Według Joanny i Łukasza pomaganie jest sprawą naturalną i płynącą prosto z serca. Joanna Stachera już od wielu lat jest wolontariuszką, pomaga i opiekuje się osobami starszymi. Doświadczyła wielu sytuacji pełnych wzruszeń, radości, ale też pożegnań i smutku. Razem z mężem podjęła decyzję o wsparciu kaliskiego Domu Pomocy Społecznej.
„Spojrzałam się na Łukasza i już wiedzieliśmy”
Joanna mówi, że w życiu skupia się na celu i wierzy, że podejmując działanie ma się wpływ na przebieg wydarzeń. - Zadzwoniła do mnie przyjaciółka, która w tej chwili jest tam już tydzień, jest pracownikiem DPS-u. Kiedy zapytała mnie o to, czy przyszlibyśmy pomóc w różnych działaniach, no bo po prostu nie ma tych ludzi tam do pracy, a oni są już naprawdę na skraju wyczerpania, bo są 24 godziny na dobę w pracy po 2 tygodnie, poprosiłam, żeby dała mi chwilę na zastanowienie, spojrzałam się na Łukasza i już wiedzieliśmy – opowiada Joanna Stachera, wolontariuszka w Domu Pomocy Społecznej. - To Asia jest społecznikiem tutaj nie ja – prostuje Łukasz, mąż Joanny.
Teraz tak naprawdę oboje są społecznikami, bo wspólnie podjęli taką decyzję. Niezwykle trudną, bo placówka od 9 kwietnia jest objęta kwarantanną, koronawirusem zakażonych zostało wielu członków personelu i ponad 100 spośród 177 pensjonariuszy; 95 z nich przebywa obecnie w szpitalach, a 12 zmarło na Covid-19. - Kiedy weszliśmy do środka poczuliśmy, że atmosfera jest bardzo dobra, ludzie mimo tego, że są zmęczeni są bardzo przychylni, radośni i wdzięczni za to, że ktoś przyszedł i chce pomóc – mówi Joanna.

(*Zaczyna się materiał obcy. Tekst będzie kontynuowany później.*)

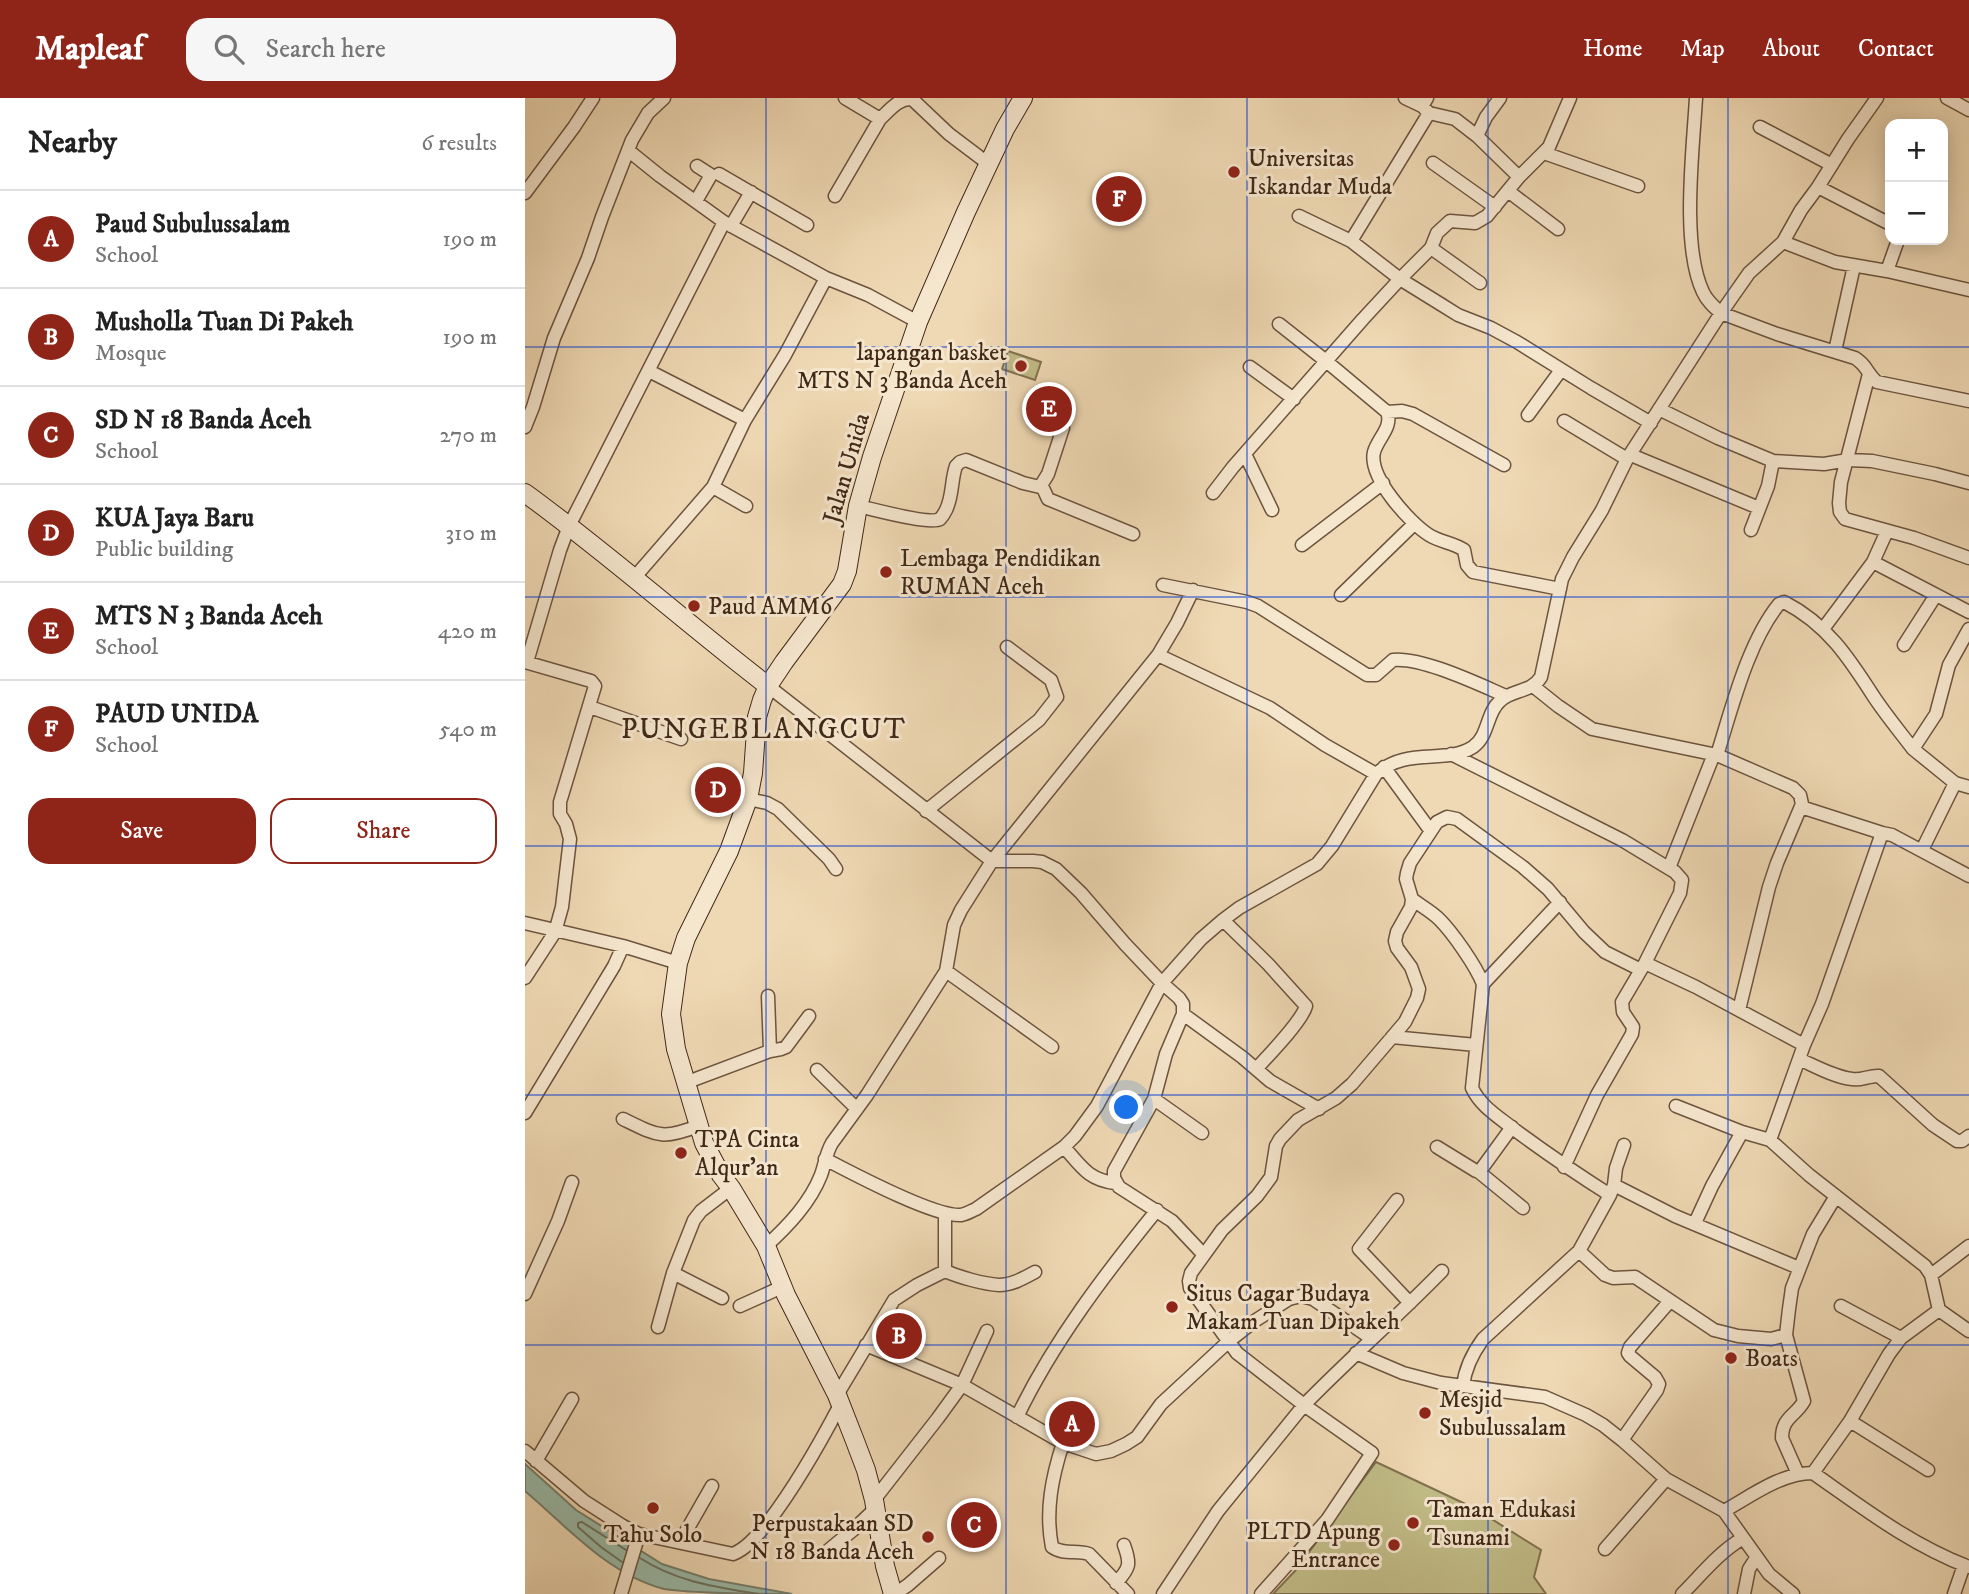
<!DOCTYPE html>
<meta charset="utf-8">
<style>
:root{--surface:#fff;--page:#f6f6f6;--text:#222;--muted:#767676;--line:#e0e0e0;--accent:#8f2418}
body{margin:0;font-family:"IM FELL DW Pica",serif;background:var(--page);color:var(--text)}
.controls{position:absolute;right:21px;top:21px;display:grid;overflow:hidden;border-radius:14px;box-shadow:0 4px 18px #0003}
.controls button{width:63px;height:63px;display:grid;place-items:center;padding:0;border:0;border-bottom:2px solid var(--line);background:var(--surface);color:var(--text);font:35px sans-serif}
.you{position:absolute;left:602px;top:1010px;width:24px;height:24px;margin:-18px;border:5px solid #fff;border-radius:50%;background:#1a73e8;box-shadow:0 0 0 10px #1a73e833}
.badge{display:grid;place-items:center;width:46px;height:46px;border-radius:50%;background:var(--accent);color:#fff;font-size:23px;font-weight:700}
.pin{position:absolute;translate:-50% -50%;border:4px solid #fff;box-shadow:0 2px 7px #0006}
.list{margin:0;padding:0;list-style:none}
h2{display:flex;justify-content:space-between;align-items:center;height:91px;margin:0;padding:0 28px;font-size:30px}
h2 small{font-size:23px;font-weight:400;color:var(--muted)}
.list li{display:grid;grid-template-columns:46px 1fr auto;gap:21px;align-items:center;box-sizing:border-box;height:98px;padding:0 28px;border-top:2px solid var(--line)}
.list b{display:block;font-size:26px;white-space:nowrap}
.list p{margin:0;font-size:23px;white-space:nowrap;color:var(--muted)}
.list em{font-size:23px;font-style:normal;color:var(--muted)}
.actions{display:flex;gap:14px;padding:21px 28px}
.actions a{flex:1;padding:16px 0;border:2px solid var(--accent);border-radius:21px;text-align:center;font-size:24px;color:var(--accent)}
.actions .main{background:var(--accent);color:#fff}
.icon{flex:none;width:38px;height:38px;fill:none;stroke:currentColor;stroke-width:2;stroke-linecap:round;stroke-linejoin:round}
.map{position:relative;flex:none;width:1444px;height:1496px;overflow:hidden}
header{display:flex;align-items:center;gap:42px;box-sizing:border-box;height:98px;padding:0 35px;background:var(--accent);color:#fff}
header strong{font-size:33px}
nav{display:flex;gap:38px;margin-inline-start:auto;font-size:24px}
.search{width:490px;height:63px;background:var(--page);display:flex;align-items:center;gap:18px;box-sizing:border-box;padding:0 24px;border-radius:21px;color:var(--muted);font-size:26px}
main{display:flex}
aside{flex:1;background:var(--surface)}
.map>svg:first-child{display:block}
</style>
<header>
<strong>Mapleaf</strong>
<div class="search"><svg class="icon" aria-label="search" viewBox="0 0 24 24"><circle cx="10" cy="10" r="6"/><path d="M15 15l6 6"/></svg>Search here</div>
<nav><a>Home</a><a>Map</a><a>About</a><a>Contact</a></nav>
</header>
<main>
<aside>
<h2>Nearby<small>6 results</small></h2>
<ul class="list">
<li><span class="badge">A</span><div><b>Paud Subulussalam</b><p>School</p></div><em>190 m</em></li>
<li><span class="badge">B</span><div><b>Musholla Tuan Di Pakeh</b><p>Mosque</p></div><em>190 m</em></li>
<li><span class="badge">C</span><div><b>SD N 18 Banda Aceh</b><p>School</p></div><em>270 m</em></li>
<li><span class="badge">D</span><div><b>KUA Jaya Baru</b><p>Public building</p></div><em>310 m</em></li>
<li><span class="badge">E</span><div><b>MTS N 3 Banda Aceh</b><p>School</p></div><em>420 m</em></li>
<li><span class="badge">F</span><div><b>PAUD UNIDA</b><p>School</p></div><em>540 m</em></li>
</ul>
<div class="actions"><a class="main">Save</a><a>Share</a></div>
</aside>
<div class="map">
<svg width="1444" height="1496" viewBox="0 0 1444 1496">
<rect width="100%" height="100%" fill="#efd9b4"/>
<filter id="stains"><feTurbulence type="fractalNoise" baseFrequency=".00286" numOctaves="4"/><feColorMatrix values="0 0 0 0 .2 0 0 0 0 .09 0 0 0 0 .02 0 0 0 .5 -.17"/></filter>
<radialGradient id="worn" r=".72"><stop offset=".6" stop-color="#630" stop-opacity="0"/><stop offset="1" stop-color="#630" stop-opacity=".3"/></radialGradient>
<path fill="#c1bc87" stroke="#81724f" stroke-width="2" d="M483,253L516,264L510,282L477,271Z
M851,1364L949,1410L1016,1452L1009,1479L1021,1496H748L770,1473Z"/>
<path fill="#9abba9" stroke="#76806f" stroke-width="2" d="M0,1366L51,1412L137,1466L184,1481L267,1496C229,1496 175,1496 139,1491C84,1477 41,1428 0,1393Z"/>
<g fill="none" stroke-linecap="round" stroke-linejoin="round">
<path stroke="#6e7260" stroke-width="2" d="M115,1460C152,1484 191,1489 233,1496
M97,1464L76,1449L53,1429V1425L57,1424L101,1452"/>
<g stroke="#6c543e" stroke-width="15">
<path id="street" d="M320,0L355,21C364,13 373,0 387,1L424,36L465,67
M880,0L897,8
M1171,0C1168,52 1156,148 1178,194C1182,203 1189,209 1196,215L1252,236L1330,260C1342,267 1342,276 1352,284L1444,303
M1422,0L1444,12
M904,15L930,21L952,38L994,79
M1235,29L1307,67
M952,38L961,19L975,0
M104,53L135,78L199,124L301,180L343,197L393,224
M1019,55L1113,88
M908,65L970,109
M194,76L282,127
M1293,89L1365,126
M983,93L1033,131
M0,95L49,29L68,0
M310,98L355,21
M171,103L186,77L172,68
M774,118L826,143L875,181L917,207L933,217L966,230L992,244L1066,290L1126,325
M206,128L226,94
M826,143L904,15L897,8L902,0
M1258,144L1310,164L1362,173L1444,192
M906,150L955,185
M1362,173L1373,142
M754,226L801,263L862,314C868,329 853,340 849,354C843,379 885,425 904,437C915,444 929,445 939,452L942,467L948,474L1035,491
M1310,253L1329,168
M725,269L769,301
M124,273L220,322
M1344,276L1316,384L1314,405L1315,414L1320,421L1389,440L1444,460
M1134,311L1193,340L1248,363L1299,366L1323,362L1347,363L1410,376L1444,385
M862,314L877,313L888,316L979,367
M1003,317L1036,272
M1039,323L1102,361
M0,329L8,309L29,240L63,160L77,119L107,42L123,15L139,0
M720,356L747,412
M1106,357L1234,410
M517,388L523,401L608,436
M688,395L708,369L838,221L875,181L906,150L912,135L925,123L950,125L962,118L994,79L1024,49L1045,0
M221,408L188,389L220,322L260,257L301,180
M333,408C347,411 405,427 415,421C417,419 420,414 421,412C428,398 426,382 431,368L435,364L441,362L498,385L515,389L523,376L538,330
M1226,432L1243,388L1248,363
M1362,433L1348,464L1444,514
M777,447L858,385
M109,480L188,389
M638,487L722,504L733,508L842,577H851L868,562C897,559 953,586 981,598
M816,497L889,426
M1298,531L1348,464
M1444,531L1424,567L1411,616L1388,651L1430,685L1444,689
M1379,547L1411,497
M633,557L745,610L800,647L851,676
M0,564L66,583L70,588L35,704V716L41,726L45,741L37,809L30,834L0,880
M2,564L35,452L44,428L199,124
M243,588L467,763H508L517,764L531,771L556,795L600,846L637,885L654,900L658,906V916L641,956L629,1001L589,1073V1080L594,1089L647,1123L679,1157
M1008,588L1033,608L1067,631L1192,657
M65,609L156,641
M926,656L1097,742L1150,774L1157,782L1155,795L1120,865L1097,904L1098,914L1108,929L1107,936L1072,997L1039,1069
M859,669L905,732
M223,701L242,705L253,711L304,761L311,771
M1276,709L1357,735
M401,713L514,622L532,599L526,582L482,549
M1397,752L1430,685
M1144,770L1189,656
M887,801C896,808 906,813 914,821C928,835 951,868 958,886
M698,822L743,866L781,908C777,923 743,958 731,971
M0,825L98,848L153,865
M1120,865L1171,889L1279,947L1245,1042
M421,873L527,949
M243,898L245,953
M1214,912L1244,789L1252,765L1277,706L1275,697L1268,690L1192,657C1207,610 1223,544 1254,506L1259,504C1302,526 1324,560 1349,599C1361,617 1375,634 1388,651
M658,916L717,959L745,983L794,1011
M867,939L951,947
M1279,947L1297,906L1357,735L1367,737L1444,778
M1274,961C1290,968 1309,979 1327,981C1336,983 1345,977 1354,978L1408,1027L1432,1043H1437L1444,1038
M292,972L332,1011
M160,985L245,953L256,951L261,949L284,918
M629,1001L677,1035
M1151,1008L1217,1034L1245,1042L1284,1077L1400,1168L1406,1177L1414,1212
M0,1015L89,868L98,848
M98,1021C133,1038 137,1042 173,1028
M539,1049C556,1068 563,1082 590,1085
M912,1049L951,1073H955L987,1029
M300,1061C327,1075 409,1119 436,1117C442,1116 446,1113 451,1111L539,1049L550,1038L572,1008L637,885L676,841L698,822L714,810L792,766L807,748L851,676C883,648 920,667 948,649C964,638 961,615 975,603C987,591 1006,595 1016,579L1037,481L1048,459L1077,412L1102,361L1196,215L1224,175L1258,144L1276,112L1293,89L1323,41L1352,0
M954,1074L998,1110
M1089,1087L1091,1070L1099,1047
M1085,1097L1089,1087L1150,1118L1274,1170
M872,1102L834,1151L885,1205
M1170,1125L1187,1088L1217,1034
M241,1148C263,1128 285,1105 296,1077C300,1066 301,1055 307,1045L342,997L421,873L429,827L436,812L467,763L633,557L652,525L668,492
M1054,1153L1080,1177L1088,1180L1110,1179L1189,1232L1213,1238L1246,1241L1261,1237
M420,1173C434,1179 458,1186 474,1187C487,1187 499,1180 510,1174
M148,1175L197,1200
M1406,1177L1444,1148
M0,1196L33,1123L47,1084
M215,1208L257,1189
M1316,1208L1376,1240
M1414,1212L1444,1233
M133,1229L148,1175L169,1122L176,1113L206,1090
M341,1247L437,1287L538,1345L571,1356L586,1353L601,1346L612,1339L636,1306L704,1243L728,1224L764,1201L776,1198L788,1201L846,1240
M831,1255L878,1275L916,1285L1020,1299L1061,1317L1078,1327L1097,1342L1141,1381L1199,1413L1244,1476L1268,1496
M938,1288C940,1270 947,1256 958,1241L1054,1153L1085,1097C1052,1076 1021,1055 990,1032C974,1019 956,1009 947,990L958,886L1035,804
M312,1297L369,1202L392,1187L420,1173V1115
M492,1319C528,1244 580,1176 632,1112
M1325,1323L1403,1372
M1097,1342L1132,1292L1134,1286L1130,1279L1105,1258L1103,1255L1105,1249L1145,1203
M538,1345C527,1379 520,1413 527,1449C538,1457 552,1452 564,1456L603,1496
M0,1353L59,1403L98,1428L114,1436L208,1456C223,1450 234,1435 244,1423C272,1386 294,1347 315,1307
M11,1363L47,1301
M1288,1375L1325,1323L1364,1256L1376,1240L1414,1212
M1273,1376L1257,1340C1257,1319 1271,1318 1279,1303L1261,1237L1264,1211L1267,1190L1288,1136L1311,1098
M349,1402L413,1320L437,1287L462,1233
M1199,1413C1226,1398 1256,1375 1288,1375C1338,1410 1386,1447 1444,1469
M155,1444L187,1388
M1080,1451L1141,1381
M300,1455L328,1432L350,1411
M591,1485C605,1470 606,1466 599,1447
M96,1496L114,1436
M370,1496L383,1487L414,1460
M638,1496L693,1413L779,1307L712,1255L665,1190L664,1183L666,1175L697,1132L732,1098L746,1079L751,1048L755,1041L773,1022L811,1000L827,986L880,924L892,900L894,891L886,869L872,850L870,843L872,834L886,809L887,801L881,781L882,775L885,765L912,724L922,719L932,721L998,769L1023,791L1059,834L1080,854L1116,872
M736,1496L802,1422L847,1355L779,1307C824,1261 872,1219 917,1173
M1157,1496C1177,1476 1193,1455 1218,1440
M1219,1496L1224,1471L1231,1460
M1429,1496L1439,1467"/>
</g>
<g stroke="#412817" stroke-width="20">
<path id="secondary" d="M0,395C84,456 161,525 243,588
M368,1496L360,1468L349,1402L341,1372L330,1343L312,1297L261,1197L241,1148L206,1090L196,1077L179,1045L151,951L146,916L153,865L161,840L204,753L223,701L228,675L232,619L237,602L243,588L259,564L317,486L322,473L333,408L347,359L393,224L441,114L480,31L498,0"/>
</g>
<use href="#street" stroke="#f5e6ce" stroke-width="12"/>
<use href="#secondary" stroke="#f5e6ce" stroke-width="18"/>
</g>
<path fill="none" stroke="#1d4ed8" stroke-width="2" stroke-opacity="0.55" d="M241,0V1496M481,0V1496M722,0V1496M963,0V1496M1203,0V1496M0,249H1444M0,499H1444M0,748H1444M0,997H1444M0,1247H1444"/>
<g fill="#8f2418" stroke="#f5e6ce" stroke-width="2.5">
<circle cx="709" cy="74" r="7"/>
<circle cx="496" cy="268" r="7"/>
<circle cx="361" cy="474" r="7"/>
<circle cx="169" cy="508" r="7"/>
<circle cx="156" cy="1055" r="7"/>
<circle cx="647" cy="1209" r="7"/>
<circle cx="1206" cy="1260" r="7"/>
<circle cx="900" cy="1315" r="7"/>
<circle cx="128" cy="1410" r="7"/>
<circle cx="888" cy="1425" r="7"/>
<circle cx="403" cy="1439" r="7"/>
<circle cx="869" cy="1447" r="7"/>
</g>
<g text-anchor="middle" stroke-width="6" stroke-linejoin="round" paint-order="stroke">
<g font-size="24" fill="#412817" stroke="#f5e6ce" text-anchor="start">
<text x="723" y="68">Universitas<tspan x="723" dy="28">Iskandar Muda</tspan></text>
<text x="482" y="262" text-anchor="end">lapangan basket<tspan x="482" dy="28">MTS N 3 Banda Aceh</tspan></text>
<text x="375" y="468">Lembaga Pendidikan<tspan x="375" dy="28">RUMAN Aceh</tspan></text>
<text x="183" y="516">Paud AMM6</text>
<text x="170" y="1049">TPA Cinta<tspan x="170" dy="28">Alqur'an</tspan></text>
<text x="661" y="1203">Situs Cagar Budaya<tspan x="661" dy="28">Makam Tuan Dipakeh</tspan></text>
<text x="1220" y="1268">Boats</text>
<text x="914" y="1309">Mesjid<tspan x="914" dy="28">Subulussalam</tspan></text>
<text x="902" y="1419">Taman Edukasi<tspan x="902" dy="28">Tsunami</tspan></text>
<text x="389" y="1433" text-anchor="end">Perpustakaan SD<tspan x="389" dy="28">N 18 Banda Aceh</tspan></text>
<text x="855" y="1441" text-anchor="end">PLTD Apung<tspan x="855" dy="28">Entrance</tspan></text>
<text x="128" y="1444" text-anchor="middle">Tahu Solo</text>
</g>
<g font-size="24" fill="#412817" stroke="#f5e6ce">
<text transform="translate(321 370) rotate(-74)" y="8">Jalan Unida</text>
</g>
<g font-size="28" letter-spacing="2" fill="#412817" stroke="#f5e6ce">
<text x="239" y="640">PUNGEBLANGCUT</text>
</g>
</g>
<rect width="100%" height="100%" filter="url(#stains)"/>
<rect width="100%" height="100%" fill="url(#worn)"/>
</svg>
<div class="controls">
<button>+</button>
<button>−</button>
</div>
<div class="you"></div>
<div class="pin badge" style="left:547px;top:1326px">A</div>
<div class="pin badge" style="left:374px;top:1238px">B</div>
<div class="pin badge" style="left:449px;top:1427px">C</div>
<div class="pin badge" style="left:193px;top:692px">D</div>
<div class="pin badge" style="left:524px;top:311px">E</div>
<div class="pin badge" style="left:594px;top:101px">F</div>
</div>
</main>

"Tona zgromadzonych rzeczy" do dezynfekcji
Codziennie do kaliskiego DPS-u wchodzą wolontariusze. To osoby, które dobrowolnie zgłaszają się, aby pomagać i przygotowywać pomieszczenia do dezynfekcji. - Dostaliśmy pokój do dezynfekcji, chyba najgorszy, tona zgromadzonych rzeczy po kilkunastu czy kilkudziesięciu latach zamieszkiwania. Musieliśmy go po prostu opróżnić do czysta, ile worków tam było – nie liczyłem – mówi Łukasz Stachera. - Dziewczyny zrobiły 9 pokoi, my przez kilka długich godzin robiliśmy ten jeden pokój, ale właściwie od podłogi do stropu. Następnie wchodziło wojsko, brało maszynę, pryskało wszystko dookoła co było w zasięgu wzroku, łącznie z łazienką, szafami, szafkami. Nas ubrali w kombinezony i musieliśmy to wszystko doprowadzić do stanu używalności – opowiada wolontariusz.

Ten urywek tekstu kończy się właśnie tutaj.